В динамике раздался скрип. Кто-то встал со стула, кажется.
— Бог, если он есть, уже меня наказал. Тамила, я был слишком терпелив, но это было моё последнее предупреждение. Больше разговоров не будет. Полезешь — пожалеешь, и сильно. Дальше ужинай одна, мне пора.
Паша вышел из ресторана через четыре минуты. Сел в машину. Мы молча переглянулись, на немой вопрос мужа я кивнула — да, я в порядке, нет, я не жалею.
Я завела машину. Паша потянулся к моей руке, сжал ладонь.
— Я тебя люблю, Ася. Как же я тебя люблю!
Обернулась к нему. Улыбаться губами сил нет, но глазами, вроде, получилось.
— И я тебя люблю.
Он сжал мою ладонь в жесте благодарности.

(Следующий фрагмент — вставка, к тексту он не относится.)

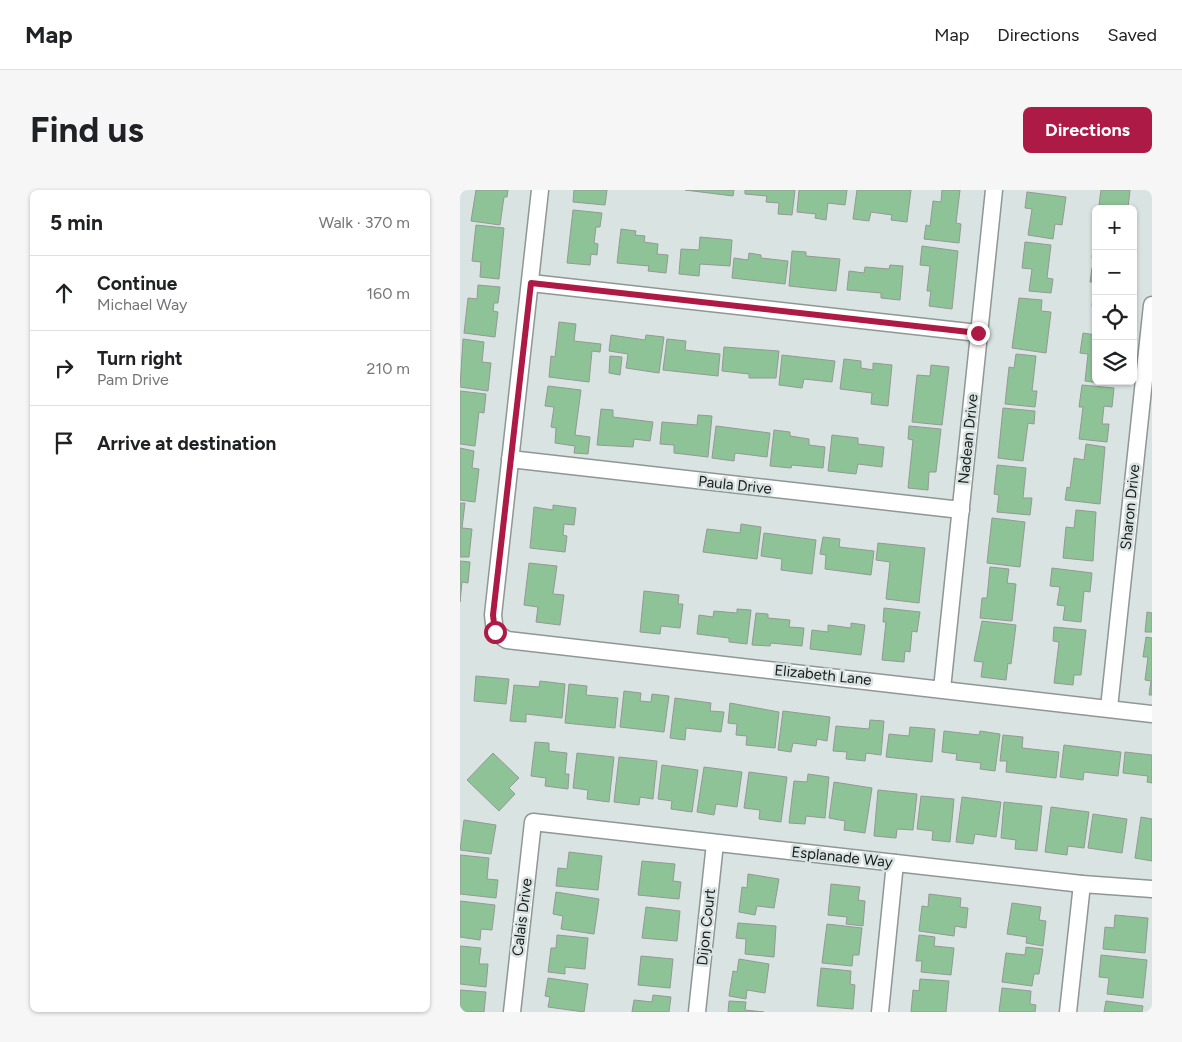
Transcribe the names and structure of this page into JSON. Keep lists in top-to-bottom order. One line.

— Ась, хочу, чтобы ты знала: больше тебе не придется быть свидетельницей подобного. Сегодня — последний раз, но я хотел, чтобы ты услышала.
— Я не жалею. Паш, твои слова про «субботник», и эту… «карусель», — поморщилась, — ты просто пугал её, или серьезно говорил?
— Давай закроем тему. Больше не будем говорить о других, — отрезал муж, и я догадалась — в этот раз Паша не шутил.
Надеюсь, Тамила от нас отстанет. Иначе, действительно, пожалеет.
Глава 42
ПАВЕЛ
Курс химии я всё же закончил в «старой» клинике, но уже под наблюдением нового врача. Ася была рядом всё время. Как и дети. Поддерживали меня, шутили, строили планы на будущее, заполняли эфир шумом — иногда осмысленным, иногда бессмысленным, но живым, слегка раздражающим, но… да чёрт бы с ней, с долей усталости от болтовни! Моя семья здесь, со мной, без них я бы не справился.
Без них я не справлялся, а увязал в своей беде в одиночестве. И теперь, когда одиночество позади, когда я снова не один, отходняки начали накрывать запоздало: а если бы я пошёл до конца, предавая? Если бы Ася не пришла? Если бы Глеб и Лика оказались более обиженными на меня?